[clamav-users] Using clamav to test for bad links in incoming emails
Dennis Peterson
dennispe at inetnw.com
Sun Feb 10 18:08:02 UTC 2019
Best practice has always been least-expensive first and incrementally more
expensive to follow. This begins with iptables (essential regardless of
expense), tcpwrappers, DenyHosts, Fail2Ban, grey listing, country-code tables,
access tables (sendmail and Postfix), multilayer milters, finally, AV scanning.
The first three are also very effective defense for ftp, ssh, rsync, imap, pop,
etc.
My ipset table has just a few blocks: afrinic, apnic, arin, lacnic, ripe. There
are thousands of x.0.0.0/8 - x.0.0.0/24 drop all entries found in there.
Expense here refers to resource load (memory, cpu, network, disk io).
dp
On 2/9/19 9:47 AM, G.W. Haywood wrote:
> Hi there,
>
> On Sat, 9 Feb 2019, Gene Heskett wrote:
>
>> Has anyone rigged clamd to check what looks like questionable links
>> contained in incoming emails?
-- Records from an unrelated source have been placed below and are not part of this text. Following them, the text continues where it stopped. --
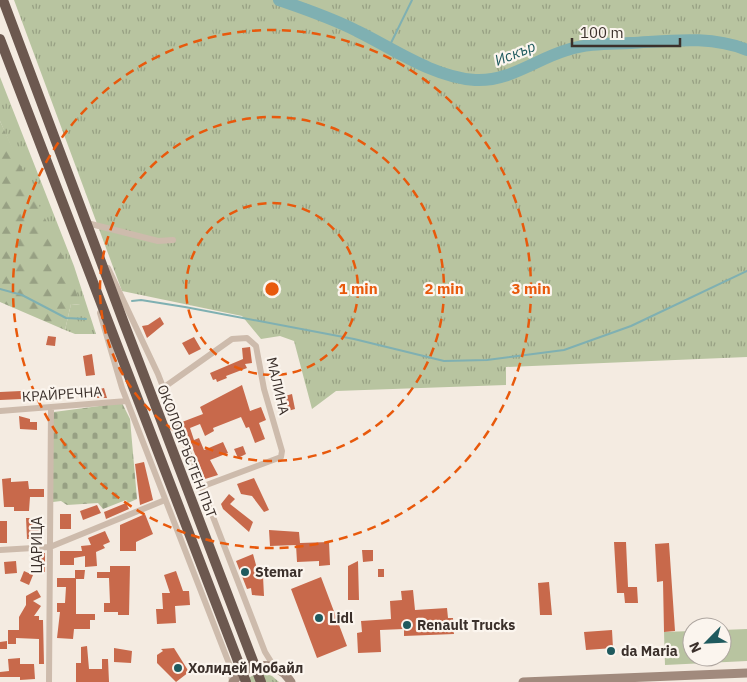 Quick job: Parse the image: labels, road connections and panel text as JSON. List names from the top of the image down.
{
  "streets": {
    "highway": ["ОКОЛОВРЪСТЕН ПЪТ"],
    "street": ["МАЛИНА", "КРАЙРЕЧНА", "ЦАРИЦА"]
  },
  "crossings": [
    ["МАЛИНА", "ОКОЛОВРЪСТЕН ПЪТ"],
    ["КРАЙРЕЧНА", "ОКОЛОВРЪСТЕН ПЪТ"],
    ["КРАЙРЕЧНА", "ЦАРИЦА"]
  ],
  "water": ["Искър"],
  "places": [
    "Stemar",
    "Lidl",
    "Renault Trucks",
    "da Maria",
    "Холидей Мобайл"
  ],
  "scale_bar": "100 m",
  "north": "bottom left",
  "rings": ["1 min", "2 min", "3 min"]
}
It seems over the last 2 weeks my spam has
>> tripled, and I suspect the real payload is in the urls in the message.
>
> Trawl the logs to see where it comes from. I find blocking incoming
> mail by country code to be far more effective than almost anything else.
> I'll hazard the guess that Asia and Eastern Europe will figure large in
> the results.
>
>> Or is this so time consuming and bandwidth wasting its not worth it?
>
> ClamAV is pretty resource intensive, so more or less anything that
> will reduce the number of calls to ClamAV processes will be well worth
> doing. Here, at the moment, clamd sees about 1.3% of attempts to send
> mail to us. That is, in February, 98.7% of incoming mail connections
> were rejected before clamav-milter ever got to see any data.